Records from a data collection
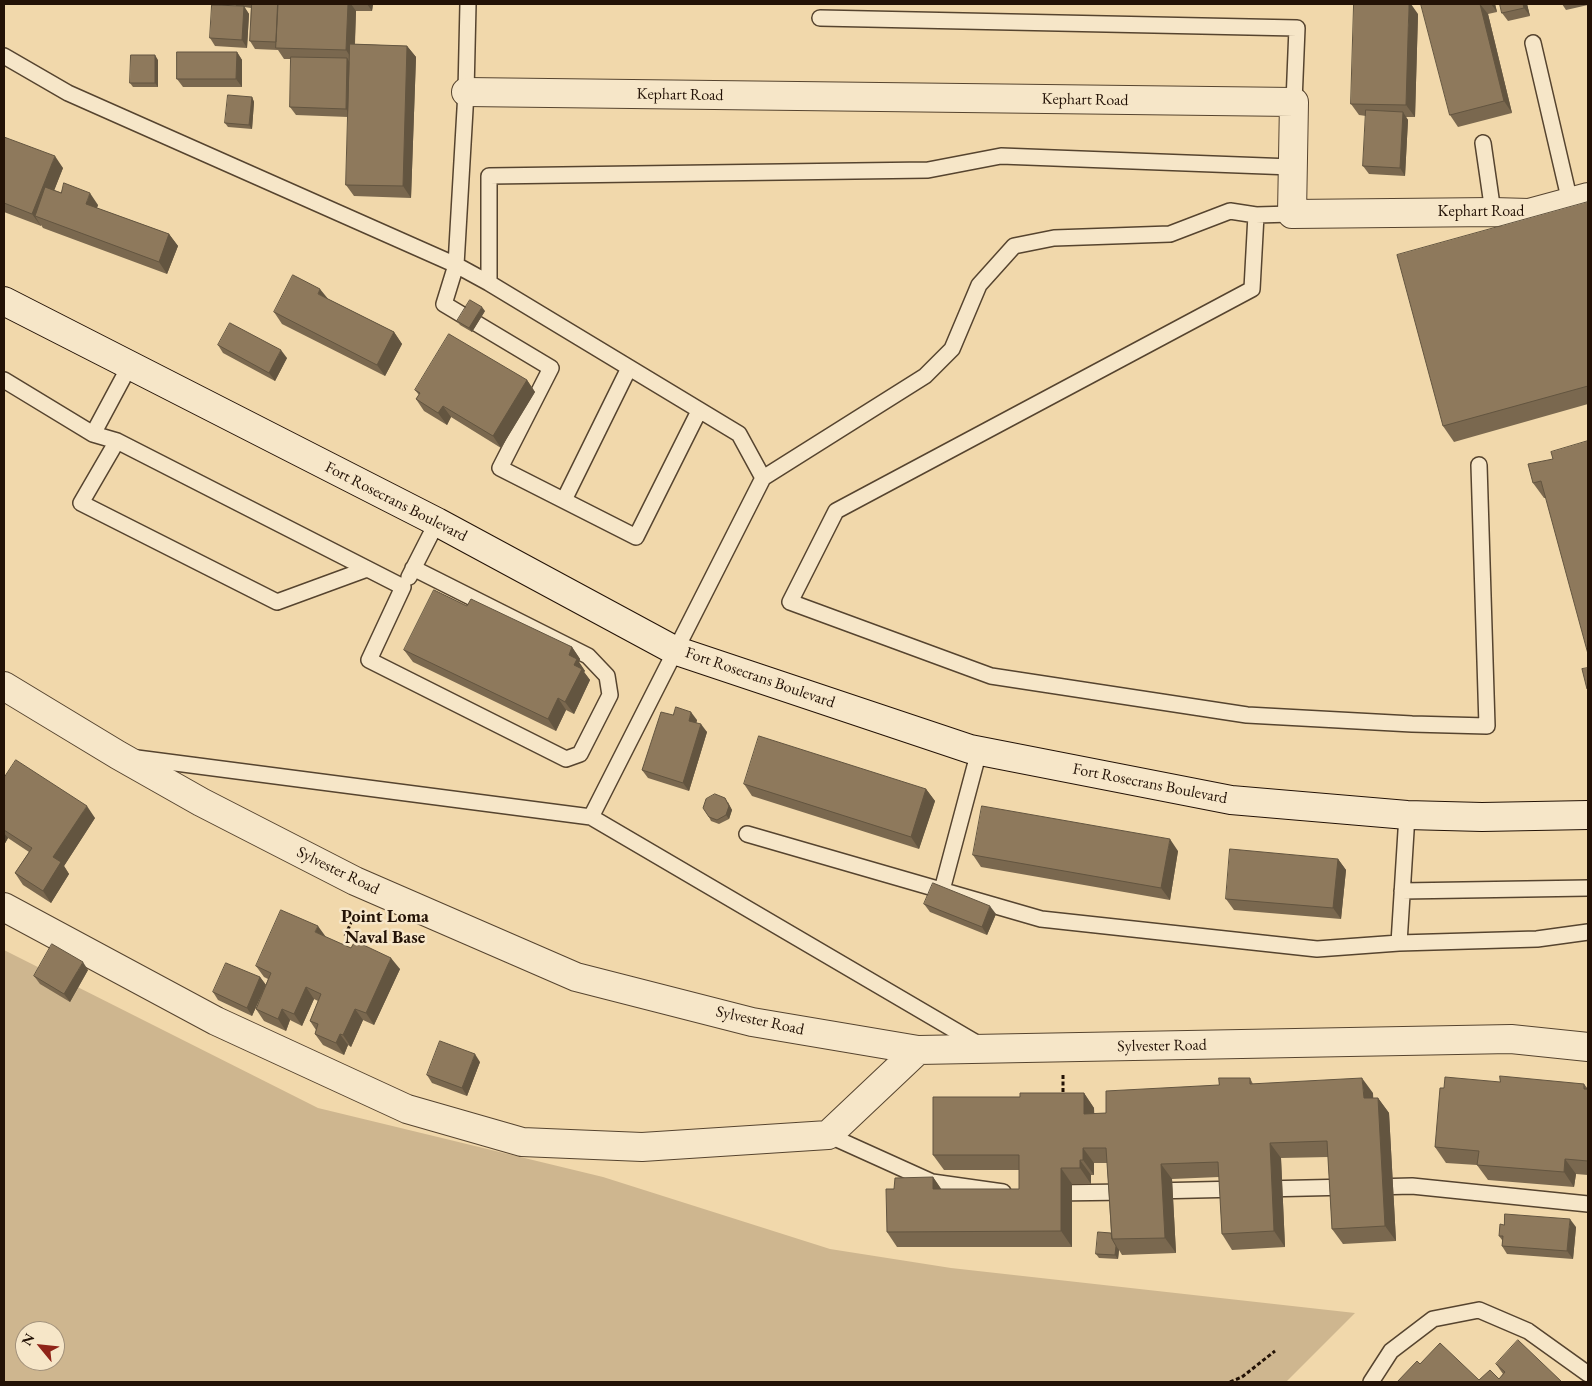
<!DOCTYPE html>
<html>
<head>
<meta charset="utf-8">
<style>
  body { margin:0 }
  #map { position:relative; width:1592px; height:1386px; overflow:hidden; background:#f1d8ab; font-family:"EB Garamond",serif }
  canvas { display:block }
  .frame { position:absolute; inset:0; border:5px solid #231206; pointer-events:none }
  .north { position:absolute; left:15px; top:1321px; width:50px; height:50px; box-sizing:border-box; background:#f6e6c8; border:1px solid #a2917a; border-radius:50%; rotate:298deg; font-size:14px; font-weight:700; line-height:20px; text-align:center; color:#231206 }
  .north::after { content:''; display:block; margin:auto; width:18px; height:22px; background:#8f2418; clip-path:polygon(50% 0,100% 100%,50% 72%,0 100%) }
</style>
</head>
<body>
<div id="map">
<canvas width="1592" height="1386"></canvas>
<div class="frame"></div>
<div class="north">N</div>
</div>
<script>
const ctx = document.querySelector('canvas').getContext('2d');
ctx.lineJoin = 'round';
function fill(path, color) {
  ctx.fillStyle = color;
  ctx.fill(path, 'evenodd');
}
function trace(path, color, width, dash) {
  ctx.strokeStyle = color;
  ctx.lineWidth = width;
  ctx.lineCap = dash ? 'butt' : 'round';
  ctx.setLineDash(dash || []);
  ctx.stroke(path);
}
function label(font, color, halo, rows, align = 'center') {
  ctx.font = font + ' "EB Garamond",serif';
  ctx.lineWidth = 5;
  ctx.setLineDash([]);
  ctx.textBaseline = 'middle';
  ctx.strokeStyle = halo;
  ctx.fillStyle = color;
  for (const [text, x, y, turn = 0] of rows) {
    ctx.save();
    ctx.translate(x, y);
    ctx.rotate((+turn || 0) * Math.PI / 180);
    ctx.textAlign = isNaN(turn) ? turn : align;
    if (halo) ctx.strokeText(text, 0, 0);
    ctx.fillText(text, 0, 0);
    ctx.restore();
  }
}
fill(new Path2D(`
  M4,950l314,158 285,69 227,72 121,19 404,45 -69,69h-1282zM25,1331h30v30h-30z`), '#ceb68f');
const lane = new Path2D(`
  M468,4l-2,88 -10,173 33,18 250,151 24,44 -172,339
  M820,18l477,10 -3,74
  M1533,43l37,159
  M4,56l64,37 388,172 -12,39 107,64 -51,100 136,69 63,-126
  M1483,143l10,69
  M1256,215l-4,74 -416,222 -46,91 201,74 256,39 165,9 75,2 -8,-261
  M489,283v-107l439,-6 73,-14 291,11
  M4,380l89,54 24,7 286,146 -34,73 197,99 14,-5 30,-59 -3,-19 -19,-20 -175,-88
  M93,434l37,-69
  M117,441l-36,62 196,99 90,-33
  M763,478l162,-102 27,-27 27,-64 35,-39 40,-8 116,-4 60,-23 26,4 36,-1
  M564,500l65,-132
  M409,577l28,-55
  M137,758l454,59 389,228
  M1407,815l-8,128 138,-4 51,-7
  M747,834l294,85 276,30 82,-6
  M942,890l37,-139
  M1402,891l186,-3
  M828,1135l104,47 71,10
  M1373,1187l39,-1 176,18
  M1263,1189l87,-2
  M1153,1191l87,-2
  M1053,1193l75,-1
  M1371,1382l20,-31 42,-32 46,-9 49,21 60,43`);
const street = new Path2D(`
  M466,92l828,10 -2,112 201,-2 36,1 59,-16
  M4,686l114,69 83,47 154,79 221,96 176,45 166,28 593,-11 77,8
  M4,907l212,114 191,88 115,33 120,5 186,-12 90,-85`);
const secondary = new Path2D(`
  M4,301l433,221 237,128 296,99 261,51 176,15 75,2 106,-2`);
trace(lane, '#56442f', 18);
trace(street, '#56442f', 30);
trace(secondary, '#231206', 30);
trace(new Path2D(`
  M345,936l10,-22
  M1063,1075v20
  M1230,1382l12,-5 33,-26`), '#231206', 3, [4, 2.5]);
trace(lane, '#f6e6c8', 15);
trace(street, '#f6e6c8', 28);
trace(secondary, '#f6e6c8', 28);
fill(new Path2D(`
  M235,4h138l-1,7h-16l-1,33 52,2 9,11 -5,141 -57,-2 -8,-11 2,-68 -52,-2 -6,-8 1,-48h-7l-6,-9 -23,-1 -5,-8 1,-33 -7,-1 5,7 -2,34 -32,-2 -5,-8 26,-32z
  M1421,4h74l2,8 -9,2 24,99 -54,14 -8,-12z
  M1500,4h27l3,12 -22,5 -6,-8z
  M1562,4h26v1l-22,5z
  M1418,14l-3,103h-9l2,3 -3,56 -36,-2 -6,-8 3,-50 -7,-1 -8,-11z
  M237,52l5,8v27h-59l-6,-8z
  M158,60v27h-25l-3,-4z
  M252,97l2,5 -2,27 -24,-2 -3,-4z
  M4,137l59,31 -9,22 44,15 -1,3 72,26 9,12 -11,28 -124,-46 -2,-3v1l-37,-14z
  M1588,202v202l-134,38 -11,-16z
  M328,299l66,33 8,12 -17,32 -103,-52 -8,-12z
  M485,311l-13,21 -12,-7 -3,-4z
  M218,345l69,13 -12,23 -52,-28z
  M527,380l8,12 -34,56 -50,-31 -4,8 -23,-14 -8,-12 3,-4 -4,-5z
  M1553,459l-7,39h-2l-11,-15z
  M467,606l105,41 8,12 -1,3 6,9 -1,1 6,8 -16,34 -8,-4 -10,21 -143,-69 -9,-12z
  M673,715l24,5 -1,3 11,9 -18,59 -41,-13 -6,-8z
  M4,778l91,40 -31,48 5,8 -18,29 -28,-18 -8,-12 14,-21 -21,-14 -4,7z
  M744,784l182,5 9,12 -16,48 -167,-53z
  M728,802l4,8 -3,9 -10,5 -8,-3 -2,-4z
  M1178,851l-8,49 -189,-33 -8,-12z
  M1338,859l8,11 -5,49 -107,-9 -8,-11z
  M924,904l72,10 -9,21 -57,-23z
  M325,937l75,32 -26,56 -11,-5 -12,27 -3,-2 -4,10 -21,-10 -8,-11 1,-4 -6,-9 8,-20 -4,-2 -12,27 -12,-6 -4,11 -22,-10 -8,-12 12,-30 -4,-2 -8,-11z
  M88,970l-18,32 -30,-18 -6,-8z
  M260,977l6,8 -14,31 -34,-16 -5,-8z
  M480,1062l-13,34 -35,-13 -5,-8z
  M1250,1078l3,6 120,9v5h5l11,15 7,128 -53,3 -11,-15 -4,-72 -47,1 4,89 -53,3 -10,-16 -3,-57 -47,2 4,74 -54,2 -3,-5 -1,9 -19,-1 -3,-4 15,-21 -4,-70h-13v12h-3v9h-19v63h-175l-10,-15 7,-43 39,-12 8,12h78v-19h-75l-11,-15 87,-58 64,-4 10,15v6l12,-1 113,-28z
  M1500,1082l84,2 4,5v86l-12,-1 -2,13 -86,-7 -11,-15 -31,-2 -11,-16 9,-59z
  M1576,1227l-3,32 -66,-5 -5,-8v-6l-3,-4z
  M1420,1364l59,16 20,-1 4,-5 -7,-10 66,18h-165z`), '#7a684f');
fill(new Path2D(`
  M348,4h3l5,7 -2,51 -8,-12z
  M367,4h6l-1,7z
  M1409,4h2l7,10 -3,103 -9,-12z
  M1480,4l8,10 24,99 -8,-12z
  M1491,4h4l2,8z
  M1523,4h4l3,12 -6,-8z
  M244,6l5,8 -2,34 -5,-8z
  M407,46l9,11 -5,141 -8,-12z
  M237,52l5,8v27l-6,-8z
  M155,55l3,5v27l-3,-4z
  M347,58l5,8 -1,51 -5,-8z
  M252,97l2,5 -2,27 -3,-4z
  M1403,112l5,8 -3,56 -5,-8z
  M55,156l8,12 -20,51 -8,-3 6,10 -9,-12z
  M90,193l8,12 -4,10 -8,-11z
  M169,234l9,12 -11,28 -8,-12z
  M320,289l9,11 -11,-6z
  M482,307l3,4 -13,21 -3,-4z
  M394,332l8,12 -17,32 -8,-11z
  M281,350l6,8 -12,23 -6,-8z
  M527,380l8,12 -34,56 -8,-12z
  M443,406l8,11 -4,8 -9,-12z
  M572,647l8,12 -1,3 6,9 -1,1 6,8 -16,34 -9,-12 4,-47z
  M558,698l8,12 -10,21 -8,-12z
  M691,712l6,8 -2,9 -6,-8z
  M701,724l6,8 -18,59 -6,-8z
  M926,789l9,12 -16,48 -8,-12z
  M725,798l7,12 -3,9 -3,-4z
  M87,806l8,12 -31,48 5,8 -18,29 -8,-12 10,-34z
  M4,833l4,5 -4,7z
  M1170,839l8,12 -8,49 -9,-12z
  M1338,859l8,11 -5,49 -8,-11z
  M990,906l6,8 -9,21 -5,-8z
  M318,926l8,11 -11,-5z
  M391,958l9,11 -26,56 -8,-12z
  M83,962l5,8 -18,32 -6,-8z
  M260,977l6,8 -14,31 -5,-8z
  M306,987l8,12 -12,27 -8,-12z
  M282,1009l8,11 -4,11 -8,-12z
  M355,1009l8,11 -12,27 -8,-12z
  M340,1034l8,11 -4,10 -8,-12z
  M475,1054l5,8 -13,34 -5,-8z
  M1362,1078l11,15 1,20 -10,-15z
  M1084,1093l10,15 1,21 -11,-15z
  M1378,1098l11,15 7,128 -11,-15z
  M1270,1143l11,15 4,89 -11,-16z
  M1083,1148l11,15v12l-11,-15z
  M1565,1159l11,15 -2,13 -10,-15z
  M1080,1160l11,15v9l-11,-16z
  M1161,1164l11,15 4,74 -11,-15z
  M1061,1168l11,16v63l-11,-16z
  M933,1177l11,16 -11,-4z
  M1570,1219l6,8 -3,32 -6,-8z
  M1116,1246l3,4 -1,9 -3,-4z`), '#635540');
const building = new Path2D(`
  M252,4h26l-2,38 -26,-1z
  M278,4h70l-2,46 -70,-2z
  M1354,4h55l-3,101 -55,-1z
  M1421,4h59l24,97 -54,14z
  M1500,4h23l1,4 -22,5z
  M212,5l32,1 -2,34 -32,-2z
  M350,44l57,2 -4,140 -57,-1z
  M177,52h60l-1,27h-59z
  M131,55h24v28h-25z
  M291,57l56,1 -1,51 -56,-2z
  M228,95l24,2 -3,28 -24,-2z
  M1366,110l37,2 -3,56 -37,-2z
  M4,137l51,19 -23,58 -28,-11z
  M64,183l26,10 -4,11 83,30 -10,28 -124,-46 10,-29 16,6z
  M1588,202v184l-145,40 -46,-171z
  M293,275l27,14 -2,5 76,38 -17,33 -103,-53z
  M470,300l12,7 -13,21 -12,-7z
  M230,323l51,27 -12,23 -51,-28z
  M449,334l78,46 -34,56 -50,-30 -5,7 -22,-14 4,-6 -5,-3z
  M1588,441v213l-47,-173 -8,2 -5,-19 25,-5 -2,-7z
  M434,590l33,16 4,-7 101,48 -3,8 8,4 -3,6 8,4 -17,33 -7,-4 -10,21 -144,-69z
  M1588,668v20l-1,1 -5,-20z
  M676,707l15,5 -2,9 12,3 -18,59 -41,-13 19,-58 12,3z
  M759,736l167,53 -15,48 -167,-53z
  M16,760l71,46 -34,51 8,5 -18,29 -28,-18 17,-25 -28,-18v-52z
  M715,794l10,4 4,8 -3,9 -9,5 -8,-3 -6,-9 3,-9z
  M982,806l188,33 -9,49 -188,-33z
  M1230,849l108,10 -5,49 -107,-9z
  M933,883l57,23 -8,21 -58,-23z
  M281,910l37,16 -3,6 36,16 4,-7 36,17 -25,55 -11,-4 -12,26 -3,-1 -4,9 -21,-9 3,-10 -8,-3 11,-27 -15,-7 -12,27 -12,-5 -4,10 -22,-10 15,-36 -15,-7z
  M52,944l31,18 -19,32 -30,-18z
  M226,963l34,14 -13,31 -34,-16z
  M440,1041l35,13 -13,34 -35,-13z
  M1500,1076l84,8v5h4v72l-23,-2 -1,13 -87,-7 2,-14 -44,-4 5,-59h4l1,-11 55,5z
  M1219,1078h31v6l112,-6 2,20h14l7,128 -53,3 -5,-88 -57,2 4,88 -52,3 -4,-72 -57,2 4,74 -53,1 -6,-91h-23v12h-3v8h-19v63l-174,1 -1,-43h8l1,-11 38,-1v12h86v-34h-86v-58h87v-4h64v21l22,-1v-22l113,-6z
  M1505,1214l65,5 -3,32 -65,-5 1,-10h-4l1,-12 4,1z
  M1098,1232l13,1 1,6 4,7 -1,9 -19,-1z
  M1518,1340l44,42h-165l20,-21 3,3 20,-21 39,37 11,-10 9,9 6,-7 -9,-8z`);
fill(building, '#8e795c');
trace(building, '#635540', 1);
label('16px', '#231206', '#f6e6c8', [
  ["Kephart Road",680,95,1],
  ["Kephart Road",1085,100,1],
  ["Kephart Road",1481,212],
  ["Fort Rosecrans Boulevard",396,502,27],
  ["Fort Rosecrans Boulevard",760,678,19],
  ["Fort Rosecrans Boulevard",1150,784,11],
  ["Sylvester Road",338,871,26],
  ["Sylvester Road",760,1021,12],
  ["Sylvester Road",1162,1046,-1]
]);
label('bold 18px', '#231206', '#f6e6c8', [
  ["Point Loma",385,917],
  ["Naval Base",385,938]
]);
</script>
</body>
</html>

ASSIGNED TASK
Go through the entries and return each line where the word "function" appears.

REPLY
function fill(path, color) {
function trace(path, color, width, dash) {
function label(font, color, halo, rows, align = 'center') {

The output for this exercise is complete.